- Episode no.: Season 2 Episode 14
- Directed by: Anthony Russo
- Written by: Barbie Adler; Abraham Higginbotham;
- Cinematography by: Greg Harrington
- Editing by: Richard Candib
- Production code: 2AJD14
- Original air date: March 20, 2005
- Running time: 22 minutes

Guest appearances
- Mae Whitman as Ann Veal; Justin Grant Wade as Steve Holt; Rob Corddry as Moses Taylor; B.W. Gonzalez as Lupe;

Episode chronology
| ← Previous "Motherboy XXX" | Next → "Sword of Destiny" |
- Arrested Development season 2

= The Immaculate Election =

"The Immaculate Election" is the fourteenth episode of the second season of the American television satirical sitcom Arrested Development. It is the 36th overall episode of the series, and was written by supervising producer Barbie Adler and executive story editor Abraham Higginbotham, and directed by Anthony Russo. It originally aired on Fox on March 20, 2005.

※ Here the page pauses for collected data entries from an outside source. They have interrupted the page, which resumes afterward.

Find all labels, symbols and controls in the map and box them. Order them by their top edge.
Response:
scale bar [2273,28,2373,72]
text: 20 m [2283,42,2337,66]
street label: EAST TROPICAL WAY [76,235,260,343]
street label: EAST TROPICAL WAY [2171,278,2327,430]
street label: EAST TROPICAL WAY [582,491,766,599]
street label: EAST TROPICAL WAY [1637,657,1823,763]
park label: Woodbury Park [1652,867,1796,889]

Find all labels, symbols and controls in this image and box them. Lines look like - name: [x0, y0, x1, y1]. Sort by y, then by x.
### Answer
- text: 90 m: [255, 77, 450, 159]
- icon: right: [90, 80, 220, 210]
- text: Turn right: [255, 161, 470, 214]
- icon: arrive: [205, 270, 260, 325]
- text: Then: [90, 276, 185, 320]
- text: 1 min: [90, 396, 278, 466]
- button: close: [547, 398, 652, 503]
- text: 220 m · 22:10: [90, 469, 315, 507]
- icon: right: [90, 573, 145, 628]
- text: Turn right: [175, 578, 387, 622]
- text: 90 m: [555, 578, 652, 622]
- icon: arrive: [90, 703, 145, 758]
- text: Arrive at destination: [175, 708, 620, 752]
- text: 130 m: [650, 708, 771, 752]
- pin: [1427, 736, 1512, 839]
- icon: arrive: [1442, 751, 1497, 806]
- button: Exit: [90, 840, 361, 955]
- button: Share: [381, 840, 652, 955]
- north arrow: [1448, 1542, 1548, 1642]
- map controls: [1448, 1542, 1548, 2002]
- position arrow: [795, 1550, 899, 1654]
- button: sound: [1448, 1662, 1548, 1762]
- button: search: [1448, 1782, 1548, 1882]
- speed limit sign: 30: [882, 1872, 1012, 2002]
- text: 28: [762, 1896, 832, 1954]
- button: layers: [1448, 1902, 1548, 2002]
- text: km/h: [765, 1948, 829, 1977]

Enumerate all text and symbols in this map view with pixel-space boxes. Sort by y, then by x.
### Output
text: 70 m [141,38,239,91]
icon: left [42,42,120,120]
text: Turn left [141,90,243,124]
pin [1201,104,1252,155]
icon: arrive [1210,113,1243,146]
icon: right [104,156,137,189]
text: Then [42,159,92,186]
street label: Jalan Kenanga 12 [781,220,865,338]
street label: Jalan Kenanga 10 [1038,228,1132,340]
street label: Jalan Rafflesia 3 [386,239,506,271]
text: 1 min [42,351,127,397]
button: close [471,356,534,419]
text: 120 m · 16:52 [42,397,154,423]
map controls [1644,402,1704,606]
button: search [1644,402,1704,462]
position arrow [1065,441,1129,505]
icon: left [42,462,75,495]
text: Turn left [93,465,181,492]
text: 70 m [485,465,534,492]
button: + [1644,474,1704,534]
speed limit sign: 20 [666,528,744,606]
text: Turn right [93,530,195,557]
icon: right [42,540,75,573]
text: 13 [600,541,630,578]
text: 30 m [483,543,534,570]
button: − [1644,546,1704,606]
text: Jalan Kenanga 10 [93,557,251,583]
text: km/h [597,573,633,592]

The series, narrated by Ron Howard, follows the Bluths, a formerly wealthy, dysfunctional family, who made their money from property development. The Bluth family consists of Michael, his twin sister Lindsay, his older brother Gob, his younger brother Buster, their mother Lucille and father George Sr., as well as Michael's son George Michael, and Lindsay and her husband Tobias' daughter Maeby. In the episode, George Michael runs a doomed campaign for class president against Steve Holt. Lindsay kicks Tobias out, but he returns as their singing British housekeeper, Mrs. Featherbottom.

== Plot ==
Lindsay (Portia de Rossi) has kicked Tobias (David Cross) out of the house, and with nowhere to go, he takes up residence in the apartment of Detective Frank Wrench on the set of Wrench. Ann (Mae Whitman) suggests that George Michael (Michael Cera) run for student body president, offering to run his campaign and create a campaign video. At the office, Michael (Jason Bateman) fires Gob (Will Arnett) because he is frustrated that Gob didn't show up to give his vote in support of his project. Maeby (Alia Shawkat) uses the office copier to make campaign posters for Steve Holt (Justin Grant Wade), and tells Michael that George Michael isn't as popular as imagined, so Michael heads to the school to prevent his son from signing up for the presidential race.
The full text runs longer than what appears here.